How is Hysteroscopy Performed?
Some drugs may be given to relax the patient before diagnostic hysteroscopy. If surgical hysteroscopy will be performed, local or general anesthesia is administered. When general anesthesia is administered, the patient sleeps.
If the case is not complicated, hysteroscopy can be performed under office conditions, and if the case is complicated and difficult, it can be performed under operating room conditions. It is usually performed immediately after the end of menstruation. Some drugs can be administered before the procedure to expand the cervix.
The cervical canal is dilated using the instruments, called dilator to be able to insert the hysteroscope during the procedure.
First, the vagina is opened using ecarteur or speculums to expose the cervix. The hysteroscope is placed inside the opened uterus. Usually, fluid is given to the uterus to inflate the inside of the uterus and visualize it more clearly. However, it is necessary to follow how much of this fluid remains in the patient. If the liquid is too much, it may cause adverse effects on the patient. If biopsy is needed, a biopsy instrument or resectoscope is introduced through inside of hysteroscope.
When should hysteroscopy be performed?
If it is decided to perform hysteroscopy, the most suitable days to perform it are immediately after menstruation. However, if the causes of excessive menstrual bleeding will be examined, hysteroscopy can also be performed during menstruation. In the presence of a severe infection side the uterus and in the case of pregnancy, it is not appropriate to perform hysteroscopy. Moreover, If uterine cancer or a large uterus is present, hysteroscopy is also not recommended to be carried out.
What should be done before hysteroscopy?
If the patient will undergo hysteroscopy in the office, short-term fasting is sufficient. Surgical procedures require at least 6-8 hours of fasting.

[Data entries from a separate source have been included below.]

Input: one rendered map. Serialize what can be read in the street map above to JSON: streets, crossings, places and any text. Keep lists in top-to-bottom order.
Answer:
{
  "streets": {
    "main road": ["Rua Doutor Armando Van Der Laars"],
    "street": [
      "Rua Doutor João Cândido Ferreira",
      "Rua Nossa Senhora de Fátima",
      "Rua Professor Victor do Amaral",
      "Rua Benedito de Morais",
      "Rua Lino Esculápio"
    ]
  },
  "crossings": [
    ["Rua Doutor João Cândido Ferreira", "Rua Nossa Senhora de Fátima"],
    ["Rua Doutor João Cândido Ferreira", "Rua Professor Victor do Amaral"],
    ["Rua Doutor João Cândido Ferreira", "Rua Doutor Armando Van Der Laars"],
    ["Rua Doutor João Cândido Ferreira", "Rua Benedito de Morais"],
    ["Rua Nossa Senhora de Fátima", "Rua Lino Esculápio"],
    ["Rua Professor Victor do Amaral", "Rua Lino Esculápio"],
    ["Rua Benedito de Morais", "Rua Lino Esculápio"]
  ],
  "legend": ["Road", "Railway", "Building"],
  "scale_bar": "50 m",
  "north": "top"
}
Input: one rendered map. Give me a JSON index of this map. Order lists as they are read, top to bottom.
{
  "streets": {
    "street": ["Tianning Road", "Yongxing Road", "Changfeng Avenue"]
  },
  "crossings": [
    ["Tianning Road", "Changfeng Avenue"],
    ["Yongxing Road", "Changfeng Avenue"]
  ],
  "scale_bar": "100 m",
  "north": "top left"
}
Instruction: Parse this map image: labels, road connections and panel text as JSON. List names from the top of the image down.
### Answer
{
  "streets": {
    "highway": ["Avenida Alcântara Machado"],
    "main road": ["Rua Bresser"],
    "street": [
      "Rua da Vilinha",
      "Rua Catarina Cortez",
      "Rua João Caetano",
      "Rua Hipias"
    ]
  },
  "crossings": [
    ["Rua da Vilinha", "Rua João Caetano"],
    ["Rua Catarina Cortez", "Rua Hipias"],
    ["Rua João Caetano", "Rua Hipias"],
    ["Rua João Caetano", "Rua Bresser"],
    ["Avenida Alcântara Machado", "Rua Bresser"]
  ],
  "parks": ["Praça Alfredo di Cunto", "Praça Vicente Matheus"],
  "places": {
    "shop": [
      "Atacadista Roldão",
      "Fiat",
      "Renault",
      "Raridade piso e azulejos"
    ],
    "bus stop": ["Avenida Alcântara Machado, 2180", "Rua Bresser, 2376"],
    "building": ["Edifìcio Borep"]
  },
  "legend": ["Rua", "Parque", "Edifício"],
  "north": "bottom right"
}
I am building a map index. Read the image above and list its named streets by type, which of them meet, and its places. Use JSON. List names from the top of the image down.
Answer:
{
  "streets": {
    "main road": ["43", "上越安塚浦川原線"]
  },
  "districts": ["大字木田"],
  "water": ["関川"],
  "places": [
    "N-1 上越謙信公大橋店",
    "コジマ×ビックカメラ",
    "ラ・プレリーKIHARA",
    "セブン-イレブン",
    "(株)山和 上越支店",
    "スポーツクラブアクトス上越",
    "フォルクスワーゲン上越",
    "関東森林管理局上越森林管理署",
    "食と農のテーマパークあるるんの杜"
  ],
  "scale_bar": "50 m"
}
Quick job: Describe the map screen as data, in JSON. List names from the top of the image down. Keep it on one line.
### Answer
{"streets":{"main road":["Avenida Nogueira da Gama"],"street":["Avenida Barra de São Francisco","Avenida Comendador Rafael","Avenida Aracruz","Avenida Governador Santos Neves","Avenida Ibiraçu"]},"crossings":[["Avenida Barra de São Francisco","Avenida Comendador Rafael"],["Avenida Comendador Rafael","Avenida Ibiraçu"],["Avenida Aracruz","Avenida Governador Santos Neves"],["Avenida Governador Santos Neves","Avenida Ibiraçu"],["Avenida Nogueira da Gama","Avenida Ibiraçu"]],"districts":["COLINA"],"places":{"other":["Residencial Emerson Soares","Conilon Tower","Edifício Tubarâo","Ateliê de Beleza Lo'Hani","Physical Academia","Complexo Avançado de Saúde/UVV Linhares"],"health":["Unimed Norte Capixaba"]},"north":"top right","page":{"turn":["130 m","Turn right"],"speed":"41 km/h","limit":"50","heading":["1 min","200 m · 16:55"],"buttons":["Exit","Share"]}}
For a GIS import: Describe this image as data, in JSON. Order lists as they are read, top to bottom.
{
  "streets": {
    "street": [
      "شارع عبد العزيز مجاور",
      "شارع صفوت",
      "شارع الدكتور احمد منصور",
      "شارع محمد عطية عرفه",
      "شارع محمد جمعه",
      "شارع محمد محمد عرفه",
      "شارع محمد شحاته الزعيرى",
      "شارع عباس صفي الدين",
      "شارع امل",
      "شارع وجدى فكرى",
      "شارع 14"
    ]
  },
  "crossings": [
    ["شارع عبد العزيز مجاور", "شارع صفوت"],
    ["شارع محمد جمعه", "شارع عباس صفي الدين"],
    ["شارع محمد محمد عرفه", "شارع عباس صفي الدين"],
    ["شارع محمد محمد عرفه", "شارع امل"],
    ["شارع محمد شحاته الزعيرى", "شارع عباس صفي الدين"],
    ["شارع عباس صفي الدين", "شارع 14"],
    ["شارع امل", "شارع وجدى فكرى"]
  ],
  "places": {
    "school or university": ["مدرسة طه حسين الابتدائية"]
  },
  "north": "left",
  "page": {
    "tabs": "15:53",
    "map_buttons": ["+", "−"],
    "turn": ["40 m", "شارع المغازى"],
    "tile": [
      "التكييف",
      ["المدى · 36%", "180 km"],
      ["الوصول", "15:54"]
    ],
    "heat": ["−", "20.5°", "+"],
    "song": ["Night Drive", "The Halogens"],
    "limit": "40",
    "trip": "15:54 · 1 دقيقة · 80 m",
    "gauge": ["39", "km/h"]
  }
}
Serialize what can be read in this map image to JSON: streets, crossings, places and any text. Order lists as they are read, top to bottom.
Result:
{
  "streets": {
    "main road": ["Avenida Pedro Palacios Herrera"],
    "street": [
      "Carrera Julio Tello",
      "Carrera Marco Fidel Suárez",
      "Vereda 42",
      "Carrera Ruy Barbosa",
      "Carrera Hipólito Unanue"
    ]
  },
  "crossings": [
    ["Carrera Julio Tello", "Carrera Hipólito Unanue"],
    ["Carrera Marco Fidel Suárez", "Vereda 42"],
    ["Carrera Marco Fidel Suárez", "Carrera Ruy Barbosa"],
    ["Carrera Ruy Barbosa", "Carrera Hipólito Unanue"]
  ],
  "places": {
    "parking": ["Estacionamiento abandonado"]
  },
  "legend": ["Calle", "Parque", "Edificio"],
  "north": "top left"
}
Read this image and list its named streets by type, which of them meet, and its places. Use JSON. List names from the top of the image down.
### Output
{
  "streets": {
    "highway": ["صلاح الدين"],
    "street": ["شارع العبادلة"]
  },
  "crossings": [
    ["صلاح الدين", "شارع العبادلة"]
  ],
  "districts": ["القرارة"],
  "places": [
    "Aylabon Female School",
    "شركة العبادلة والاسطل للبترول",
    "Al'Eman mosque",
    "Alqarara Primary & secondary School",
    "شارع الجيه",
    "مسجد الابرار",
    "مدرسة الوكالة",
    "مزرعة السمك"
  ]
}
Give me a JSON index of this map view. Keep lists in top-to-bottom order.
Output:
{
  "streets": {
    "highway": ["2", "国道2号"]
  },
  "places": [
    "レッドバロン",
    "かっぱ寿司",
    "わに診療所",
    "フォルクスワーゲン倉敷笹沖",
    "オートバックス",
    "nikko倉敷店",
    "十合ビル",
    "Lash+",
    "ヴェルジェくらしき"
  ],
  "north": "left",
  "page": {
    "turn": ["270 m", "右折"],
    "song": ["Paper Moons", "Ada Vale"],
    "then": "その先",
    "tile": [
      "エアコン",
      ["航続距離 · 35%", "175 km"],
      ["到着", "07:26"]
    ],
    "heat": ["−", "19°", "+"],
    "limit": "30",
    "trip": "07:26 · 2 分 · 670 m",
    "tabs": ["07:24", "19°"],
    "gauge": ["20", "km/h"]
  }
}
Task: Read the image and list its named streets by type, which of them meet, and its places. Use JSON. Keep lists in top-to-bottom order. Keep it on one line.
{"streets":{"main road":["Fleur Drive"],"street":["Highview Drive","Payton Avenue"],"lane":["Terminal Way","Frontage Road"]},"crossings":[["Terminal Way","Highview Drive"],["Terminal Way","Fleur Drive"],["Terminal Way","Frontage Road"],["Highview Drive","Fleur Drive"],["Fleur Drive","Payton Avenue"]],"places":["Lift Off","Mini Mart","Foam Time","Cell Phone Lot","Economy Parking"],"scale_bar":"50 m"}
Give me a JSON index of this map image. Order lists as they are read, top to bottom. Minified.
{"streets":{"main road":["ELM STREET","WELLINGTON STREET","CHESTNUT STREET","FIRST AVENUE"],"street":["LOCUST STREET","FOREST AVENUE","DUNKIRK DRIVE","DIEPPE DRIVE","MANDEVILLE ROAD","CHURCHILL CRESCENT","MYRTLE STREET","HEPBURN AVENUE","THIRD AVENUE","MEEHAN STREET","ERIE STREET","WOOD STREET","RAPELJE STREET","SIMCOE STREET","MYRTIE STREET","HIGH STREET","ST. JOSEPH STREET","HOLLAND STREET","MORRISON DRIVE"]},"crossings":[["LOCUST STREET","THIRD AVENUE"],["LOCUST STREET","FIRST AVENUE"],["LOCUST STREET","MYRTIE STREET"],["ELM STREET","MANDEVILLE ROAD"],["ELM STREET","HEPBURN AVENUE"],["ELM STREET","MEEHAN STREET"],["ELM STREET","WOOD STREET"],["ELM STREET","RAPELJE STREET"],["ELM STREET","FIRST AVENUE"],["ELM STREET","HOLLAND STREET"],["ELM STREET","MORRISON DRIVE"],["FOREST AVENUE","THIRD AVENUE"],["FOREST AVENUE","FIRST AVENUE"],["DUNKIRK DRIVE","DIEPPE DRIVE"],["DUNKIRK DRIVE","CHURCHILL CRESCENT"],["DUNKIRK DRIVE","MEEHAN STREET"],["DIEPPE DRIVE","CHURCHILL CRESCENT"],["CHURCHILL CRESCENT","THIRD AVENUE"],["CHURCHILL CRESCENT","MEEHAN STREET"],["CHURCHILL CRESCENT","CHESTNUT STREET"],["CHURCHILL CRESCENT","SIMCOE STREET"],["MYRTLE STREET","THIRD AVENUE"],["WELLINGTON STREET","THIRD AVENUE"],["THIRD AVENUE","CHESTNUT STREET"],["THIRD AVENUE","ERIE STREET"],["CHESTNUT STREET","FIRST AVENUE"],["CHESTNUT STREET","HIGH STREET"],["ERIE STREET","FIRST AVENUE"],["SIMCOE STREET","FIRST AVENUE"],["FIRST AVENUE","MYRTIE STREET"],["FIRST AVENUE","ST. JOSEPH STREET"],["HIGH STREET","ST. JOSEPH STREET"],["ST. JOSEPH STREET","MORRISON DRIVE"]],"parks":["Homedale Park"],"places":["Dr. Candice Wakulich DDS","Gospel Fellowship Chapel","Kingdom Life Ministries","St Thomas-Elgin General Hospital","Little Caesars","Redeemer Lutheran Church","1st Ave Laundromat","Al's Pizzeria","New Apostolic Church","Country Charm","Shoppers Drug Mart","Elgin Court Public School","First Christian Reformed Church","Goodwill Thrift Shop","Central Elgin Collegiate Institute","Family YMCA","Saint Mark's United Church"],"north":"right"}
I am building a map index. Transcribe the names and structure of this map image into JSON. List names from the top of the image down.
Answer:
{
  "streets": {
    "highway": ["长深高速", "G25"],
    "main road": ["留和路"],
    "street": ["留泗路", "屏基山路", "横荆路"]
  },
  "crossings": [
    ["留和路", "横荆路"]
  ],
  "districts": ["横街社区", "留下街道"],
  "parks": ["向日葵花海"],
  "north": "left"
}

Does hysteroscopy have risks?
A life-threatening condition almost never arises in diagnostic hysteroscopy. Because it is not a very complicated procedure. Operative hysteroscopy requires a little bit more experience. Uterine perforation may occur during this procedure. However, the resulting perforation usually heals spontaneously. In some cases, operative hysteroscopy can be performed in combination with laparoscopy. The outside of the uterus can be visualized with laparoscopy. The process in this procedure is more complex than the other. And this depends on the doctor’s experience. Although rare, other complications that may occur are;
- Allergic reactions
- Blood clotting
- Pulmonary edema
- Shortness of breath
- Drop in body temperature
An experienced doctor can prevent the occurrence of these risks by extending the operative time too much and controlling the amount of fluid inside.
An increase in the amount of vaginal secretion and muscle cramps are normal after hysteroscopy. Pain can be reduced with simple painkillers. After hysteroscopy, sexual intercourse should be avoided, but all other activities can be done.
If general anesthesia is administered during hysteroscopy, it is necessary to wait 1-2 hours for the patient to recover. In the meantime, the patient should be kept under observation. It is not recommended to drive car immediately after being discharged. Because driving car is an activity that requires attention. If the surgery took long, blood electrolytes can be controlled and the patient may need to be hospitalized.
What is the success of treatment?
The procedure is almost always successful in patients undergone hysteroscopy, since it is carried under direct visualization. These conditions are polypectomy, myomectomy and removal of uterine septum. If it is performed for too many intrauterine adhesions, multiple hysteroscopy procedures may be performed in such a case. If the uterine cavity could be opened completely or adequately, the conception rate of the patient increases. If the uterine cavity is opened adequately, but the tube outputs cannot be seen, a woman should undergo IVF to conceive.